- Film poster

Chinese name
- Traditional Chinese: 城市特警
- Simplified Chinese: 城市特警

Standard Mandarin
- Hanyu Pinyin: Chéng Shì Tè Jǐng

Yue: Cantonese
- Jyutping: Sing4 Si2 Dak6 Ging2
- Directed by: Johnnie To Andrew Kam
- Screenplay by: Gordon Chan
- Produced by: Tsui Hark
- Starring: Waise Lee Joey Wong
- Cinematography: Wong Wing-hang
- Edited by: David Wu
- Music by: David Wu
- Production companies: Cinema City Film Workshop
- Distributed by: Cinema City
- Release date: 22 September 1988;
- Running time: 96 minutes
- Country: Hong Kong
- Language: Cantonese
- Box office: HK $4.076 million

= The Big Heat (1988 film) =

1988 Hong Kong film by Johnnie To and Andrew Kam

The Big Heat (城市特警) is a 1988 Hong Kong action film starring Waise Lee and Joey Wong.

==Cast==
- Waise Lee as Chief Inspector John Wai-Pong Wong
- Joey Wong as Ada
- Matthew Wong as Inspector Kwok-Keung Lun
- Philip Kwok as Detective Ah Kam

==Production==
Johnnie To stated that "Tsui had lots of ideas [for The Big Heat], changing the script all the time, but three days later he would come up with something totally different." To went on to describe that the violence in the film originated from Hark's suggestions, and that it was "a very difficult project". To noted that he was brought in after another director was unable to satisfy Tsui Hark.
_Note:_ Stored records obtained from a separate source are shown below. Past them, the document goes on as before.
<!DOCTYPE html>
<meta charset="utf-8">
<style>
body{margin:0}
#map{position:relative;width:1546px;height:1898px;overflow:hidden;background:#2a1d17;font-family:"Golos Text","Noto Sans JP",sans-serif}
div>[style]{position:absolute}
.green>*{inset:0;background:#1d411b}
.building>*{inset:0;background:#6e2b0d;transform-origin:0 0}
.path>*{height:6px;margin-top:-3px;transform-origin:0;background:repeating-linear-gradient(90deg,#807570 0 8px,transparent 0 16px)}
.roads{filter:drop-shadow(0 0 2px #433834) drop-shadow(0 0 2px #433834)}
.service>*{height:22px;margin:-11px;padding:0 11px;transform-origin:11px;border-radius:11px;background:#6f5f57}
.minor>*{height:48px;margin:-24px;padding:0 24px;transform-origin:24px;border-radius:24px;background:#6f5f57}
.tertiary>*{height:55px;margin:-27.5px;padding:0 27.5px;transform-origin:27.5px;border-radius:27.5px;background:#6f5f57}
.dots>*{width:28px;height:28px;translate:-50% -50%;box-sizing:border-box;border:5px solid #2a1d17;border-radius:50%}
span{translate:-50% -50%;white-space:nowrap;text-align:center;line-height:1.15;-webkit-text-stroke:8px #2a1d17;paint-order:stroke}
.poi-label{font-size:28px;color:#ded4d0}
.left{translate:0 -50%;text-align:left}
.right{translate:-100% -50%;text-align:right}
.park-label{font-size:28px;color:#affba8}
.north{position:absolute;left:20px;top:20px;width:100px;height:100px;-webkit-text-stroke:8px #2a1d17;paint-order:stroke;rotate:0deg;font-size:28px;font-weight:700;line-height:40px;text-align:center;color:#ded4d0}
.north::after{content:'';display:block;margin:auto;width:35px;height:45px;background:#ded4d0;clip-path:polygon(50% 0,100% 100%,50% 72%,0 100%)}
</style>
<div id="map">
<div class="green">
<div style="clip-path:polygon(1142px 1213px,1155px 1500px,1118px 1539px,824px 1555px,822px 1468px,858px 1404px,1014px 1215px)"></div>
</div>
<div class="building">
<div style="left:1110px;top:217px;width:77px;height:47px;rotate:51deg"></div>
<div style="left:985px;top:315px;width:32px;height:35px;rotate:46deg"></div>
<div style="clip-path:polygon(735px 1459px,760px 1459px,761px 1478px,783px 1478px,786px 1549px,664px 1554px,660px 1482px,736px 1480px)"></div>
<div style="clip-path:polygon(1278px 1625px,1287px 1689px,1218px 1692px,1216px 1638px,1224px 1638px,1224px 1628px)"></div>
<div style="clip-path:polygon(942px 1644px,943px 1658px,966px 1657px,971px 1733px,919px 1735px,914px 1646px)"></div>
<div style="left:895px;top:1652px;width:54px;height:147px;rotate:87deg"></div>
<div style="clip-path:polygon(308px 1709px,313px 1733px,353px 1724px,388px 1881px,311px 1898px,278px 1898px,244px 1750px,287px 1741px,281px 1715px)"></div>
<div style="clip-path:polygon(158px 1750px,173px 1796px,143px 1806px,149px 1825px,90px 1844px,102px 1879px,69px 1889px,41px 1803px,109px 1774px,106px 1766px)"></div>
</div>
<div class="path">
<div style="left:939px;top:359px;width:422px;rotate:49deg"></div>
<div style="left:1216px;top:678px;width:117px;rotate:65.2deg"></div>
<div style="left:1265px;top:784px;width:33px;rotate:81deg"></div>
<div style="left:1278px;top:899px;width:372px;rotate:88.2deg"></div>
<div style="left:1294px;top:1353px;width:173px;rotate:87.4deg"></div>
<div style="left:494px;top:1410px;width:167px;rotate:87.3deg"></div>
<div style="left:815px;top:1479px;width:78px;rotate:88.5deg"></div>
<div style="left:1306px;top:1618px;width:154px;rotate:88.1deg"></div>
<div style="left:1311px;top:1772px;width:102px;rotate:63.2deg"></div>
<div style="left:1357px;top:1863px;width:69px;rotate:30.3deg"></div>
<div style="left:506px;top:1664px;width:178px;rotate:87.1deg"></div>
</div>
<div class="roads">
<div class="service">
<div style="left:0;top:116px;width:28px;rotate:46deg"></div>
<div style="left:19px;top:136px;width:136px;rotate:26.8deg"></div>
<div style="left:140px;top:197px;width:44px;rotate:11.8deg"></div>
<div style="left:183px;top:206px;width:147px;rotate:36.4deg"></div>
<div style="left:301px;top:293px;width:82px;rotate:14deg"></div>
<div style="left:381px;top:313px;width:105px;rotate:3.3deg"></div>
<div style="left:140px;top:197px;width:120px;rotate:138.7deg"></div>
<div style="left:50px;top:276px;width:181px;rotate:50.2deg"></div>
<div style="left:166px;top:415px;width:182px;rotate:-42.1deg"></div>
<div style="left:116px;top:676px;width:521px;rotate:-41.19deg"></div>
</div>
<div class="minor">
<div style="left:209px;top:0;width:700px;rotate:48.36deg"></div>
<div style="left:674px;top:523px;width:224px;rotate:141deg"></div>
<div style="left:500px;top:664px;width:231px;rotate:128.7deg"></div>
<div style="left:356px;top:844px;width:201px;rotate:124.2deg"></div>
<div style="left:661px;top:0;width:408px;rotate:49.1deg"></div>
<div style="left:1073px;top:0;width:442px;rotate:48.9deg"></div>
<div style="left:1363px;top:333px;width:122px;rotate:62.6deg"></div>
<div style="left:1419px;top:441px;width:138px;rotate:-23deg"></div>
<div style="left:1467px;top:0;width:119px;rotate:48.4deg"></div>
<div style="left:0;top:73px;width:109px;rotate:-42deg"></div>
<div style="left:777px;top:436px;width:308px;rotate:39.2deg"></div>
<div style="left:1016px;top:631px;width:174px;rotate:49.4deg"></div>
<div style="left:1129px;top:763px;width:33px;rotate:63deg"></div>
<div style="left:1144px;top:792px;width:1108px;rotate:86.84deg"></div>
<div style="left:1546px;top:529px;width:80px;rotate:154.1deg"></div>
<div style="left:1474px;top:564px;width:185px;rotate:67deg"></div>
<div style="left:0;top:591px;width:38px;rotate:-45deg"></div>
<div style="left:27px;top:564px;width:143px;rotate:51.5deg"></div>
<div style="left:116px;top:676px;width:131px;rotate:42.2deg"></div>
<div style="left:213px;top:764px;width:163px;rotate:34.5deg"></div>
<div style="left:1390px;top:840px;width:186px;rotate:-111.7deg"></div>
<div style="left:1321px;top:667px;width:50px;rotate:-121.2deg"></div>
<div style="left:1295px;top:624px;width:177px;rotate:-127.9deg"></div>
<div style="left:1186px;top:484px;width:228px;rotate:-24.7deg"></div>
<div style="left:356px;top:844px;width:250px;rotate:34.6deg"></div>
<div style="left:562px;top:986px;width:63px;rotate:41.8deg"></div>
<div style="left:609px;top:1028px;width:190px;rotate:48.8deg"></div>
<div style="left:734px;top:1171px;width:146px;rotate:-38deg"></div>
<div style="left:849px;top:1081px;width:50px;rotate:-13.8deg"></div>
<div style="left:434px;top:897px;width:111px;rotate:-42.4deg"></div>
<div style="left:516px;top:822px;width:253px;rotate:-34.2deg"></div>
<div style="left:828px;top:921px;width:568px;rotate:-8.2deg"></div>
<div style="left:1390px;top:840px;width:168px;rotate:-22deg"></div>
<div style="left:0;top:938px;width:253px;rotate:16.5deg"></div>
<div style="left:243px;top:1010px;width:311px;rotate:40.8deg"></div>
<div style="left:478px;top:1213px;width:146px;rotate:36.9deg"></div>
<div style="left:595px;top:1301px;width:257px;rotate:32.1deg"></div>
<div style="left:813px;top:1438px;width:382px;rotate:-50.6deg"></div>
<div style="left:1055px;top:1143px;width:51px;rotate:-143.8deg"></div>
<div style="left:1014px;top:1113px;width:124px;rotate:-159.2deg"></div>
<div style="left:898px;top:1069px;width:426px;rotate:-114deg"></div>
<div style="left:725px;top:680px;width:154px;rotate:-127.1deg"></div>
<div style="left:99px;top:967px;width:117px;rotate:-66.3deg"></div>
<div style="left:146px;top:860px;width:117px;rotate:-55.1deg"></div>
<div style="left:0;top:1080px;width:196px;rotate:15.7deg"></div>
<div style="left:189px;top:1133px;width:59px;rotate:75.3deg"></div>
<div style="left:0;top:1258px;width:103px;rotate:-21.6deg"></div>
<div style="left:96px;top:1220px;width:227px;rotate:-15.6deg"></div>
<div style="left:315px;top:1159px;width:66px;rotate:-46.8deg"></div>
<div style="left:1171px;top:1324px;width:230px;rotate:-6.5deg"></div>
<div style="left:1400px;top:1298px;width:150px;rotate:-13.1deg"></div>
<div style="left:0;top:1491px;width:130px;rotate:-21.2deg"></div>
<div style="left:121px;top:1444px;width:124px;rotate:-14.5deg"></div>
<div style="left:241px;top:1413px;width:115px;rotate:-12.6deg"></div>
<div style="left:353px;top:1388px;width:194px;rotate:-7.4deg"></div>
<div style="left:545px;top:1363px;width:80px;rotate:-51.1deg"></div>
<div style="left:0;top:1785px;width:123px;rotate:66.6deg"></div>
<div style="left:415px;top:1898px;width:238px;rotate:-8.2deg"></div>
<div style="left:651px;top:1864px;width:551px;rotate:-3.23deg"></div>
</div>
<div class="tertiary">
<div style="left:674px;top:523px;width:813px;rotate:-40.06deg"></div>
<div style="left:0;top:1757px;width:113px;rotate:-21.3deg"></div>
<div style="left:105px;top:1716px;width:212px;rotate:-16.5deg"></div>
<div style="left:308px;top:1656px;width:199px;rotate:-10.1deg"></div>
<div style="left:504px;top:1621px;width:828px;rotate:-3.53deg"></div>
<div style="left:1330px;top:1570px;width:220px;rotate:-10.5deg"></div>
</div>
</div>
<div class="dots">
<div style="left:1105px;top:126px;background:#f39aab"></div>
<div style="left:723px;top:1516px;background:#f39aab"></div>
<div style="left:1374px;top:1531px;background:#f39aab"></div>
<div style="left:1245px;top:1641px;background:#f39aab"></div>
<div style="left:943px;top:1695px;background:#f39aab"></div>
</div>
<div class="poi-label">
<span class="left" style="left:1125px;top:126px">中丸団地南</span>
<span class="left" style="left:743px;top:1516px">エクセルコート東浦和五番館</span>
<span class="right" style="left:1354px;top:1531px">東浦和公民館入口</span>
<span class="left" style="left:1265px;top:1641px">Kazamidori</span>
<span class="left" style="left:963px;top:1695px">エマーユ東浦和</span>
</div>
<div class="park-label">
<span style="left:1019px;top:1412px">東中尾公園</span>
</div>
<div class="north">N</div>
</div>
To also stated that he did not complete the film, but that Tsui Hark completed it with Ching Siu-tung shooting some scenes.

==Release==
The Big Heat was released in Hong Kong on 22 September 1988. It was described by Lisa Morton as a "minor box office disappointment", grossing HK$4.076 million and being the 94th-highest-grossing film in Hong Kong in 1988.

==Reception==
Johnnie To reflected on the film in the late 1990s, stating that "it's good at places, but it was chaotic".